Bank of America’s efforts to evade a shareholder proposal on its commitments on the Business Roundtable (BRT) have been rebuffed by the US Securities and Exchange Commission (SEC) – just days after JP Morgan successfully blocked the same proposal.
In August, 181 US CEOs – including those of banking giants JP Morgan, Citi Group, Bank of America and Goldman Sachs – put their name to a widely-publicised statement on corporate purpose by the US corporate lobby group.
That statement appeared to signal a move away from shareholder primacy, towards a model that also prioritises employees, customers, supply chains, communities and the environment.

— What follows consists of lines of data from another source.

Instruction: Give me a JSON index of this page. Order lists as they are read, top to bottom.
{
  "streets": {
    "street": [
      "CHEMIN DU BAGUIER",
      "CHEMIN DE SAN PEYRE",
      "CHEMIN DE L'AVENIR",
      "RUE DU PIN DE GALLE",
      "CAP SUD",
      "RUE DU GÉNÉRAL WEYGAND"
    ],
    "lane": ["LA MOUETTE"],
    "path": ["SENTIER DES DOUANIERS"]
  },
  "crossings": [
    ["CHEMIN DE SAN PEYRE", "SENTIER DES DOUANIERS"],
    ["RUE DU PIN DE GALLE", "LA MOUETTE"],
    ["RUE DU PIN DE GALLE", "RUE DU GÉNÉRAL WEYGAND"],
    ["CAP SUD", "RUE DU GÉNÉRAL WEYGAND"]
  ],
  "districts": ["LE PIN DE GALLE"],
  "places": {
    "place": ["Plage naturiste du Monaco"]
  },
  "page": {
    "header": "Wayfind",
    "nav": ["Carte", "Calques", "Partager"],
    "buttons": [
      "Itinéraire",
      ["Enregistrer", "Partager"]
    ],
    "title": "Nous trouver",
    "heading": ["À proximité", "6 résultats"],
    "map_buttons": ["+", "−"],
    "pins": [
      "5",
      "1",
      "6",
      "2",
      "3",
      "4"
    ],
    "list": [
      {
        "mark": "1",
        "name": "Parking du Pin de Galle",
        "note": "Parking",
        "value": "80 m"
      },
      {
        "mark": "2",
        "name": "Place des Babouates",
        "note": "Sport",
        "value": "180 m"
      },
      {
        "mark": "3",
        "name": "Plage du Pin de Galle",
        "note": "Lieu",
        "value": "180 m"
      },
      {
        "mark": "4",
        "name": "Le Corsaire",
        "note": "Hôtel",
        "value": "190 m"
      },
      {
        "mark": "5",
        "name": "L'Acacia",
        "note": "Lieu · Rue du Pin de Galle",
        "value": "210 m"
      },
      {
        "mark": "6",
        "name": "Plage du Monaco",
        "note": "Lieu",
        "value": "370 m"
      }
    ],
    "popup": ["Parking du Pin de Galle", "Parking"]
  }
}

Last month, RI reported that all four US banks were seeking to exclude a shareholder proposal, filed by Californian based SRI firm Harrington Investments, asking them to flesh out those commitments in a meaningful way.
Earlier this week, the SEC gave its view that JP Morgan Chase may exclude the proposal, agreeing that the bank, which was recently found to be the world’s top funder of fossil fuels, had already “substantially implemented” the request.
But the US regulator has reached a different conclusion in the case of Bank of America, concluding that it is “unable to concur with exclusion on any of the bases asserted” by the bank, suggesting the SEC did not agree that the proposal broke rules on micromanagement or vagueness.
Goldman Sachs raised the same concerns over rule violations in its own ‘no action’ filing, while Citi’s mirrors JP Morgan’s argument that it has ‘substantially implemented’ the request already. The SEC has not yet opined on the requests of Citi or Goldman.
Bank of America did not respond to a request for comment at the time of publication.
Another US bank facing shareholder pressure on its wider social responsibilities is Wells Fargo. Its CEO, Charles Scharf also put his name to the BRT statement.
Last month, the San Francisco-based bank published an independent report it had commissioned on becoming a ‘public benefit corporation’ – a corporation that has changed its articles of incorporation to include reference to a public good.
In 2019, the banking group successfully opposed a resolution calling on its board to undertake such a report, but in its ‘no action’ response to the same resolution this year, it included one, to demonstrate that the proposal has been ‘substantially implemented’.
That report, which was undertaken by Delaware law firm, Richards, Layton & Finger, states that, as far as it is aware, no public company in the US has made the shift to a ‘public benefit corporation’ but that it is “feasible as a technical matter under Delaware law”.
However, due to the lack of precedent, the report warns that it would be difficult to predict the impacts of the move on the “company’s short and long-term stock price and market capitalisation”.
As a result, Wells Fargo’s board concludes that the current model provides it with the “appropriate flexibility” to serve the interests of its stakeholders and attend to ESG matters without the significant “uncertainties, costs and distractions that the Proposal’s implementation would require”.
Both the SEC’s ruling on the BRT proposal and Wells Fargo’s report “broke new ground in providing options for shareholders that want to advance Corporate Social Responsibility after the BRT Statement”, said Sanford Lewis, US attorney and Director of the Shareholder Rights Group. “These both begin to offer an exploration of how to move from empty promises into something that can be implemented in corporate governance.”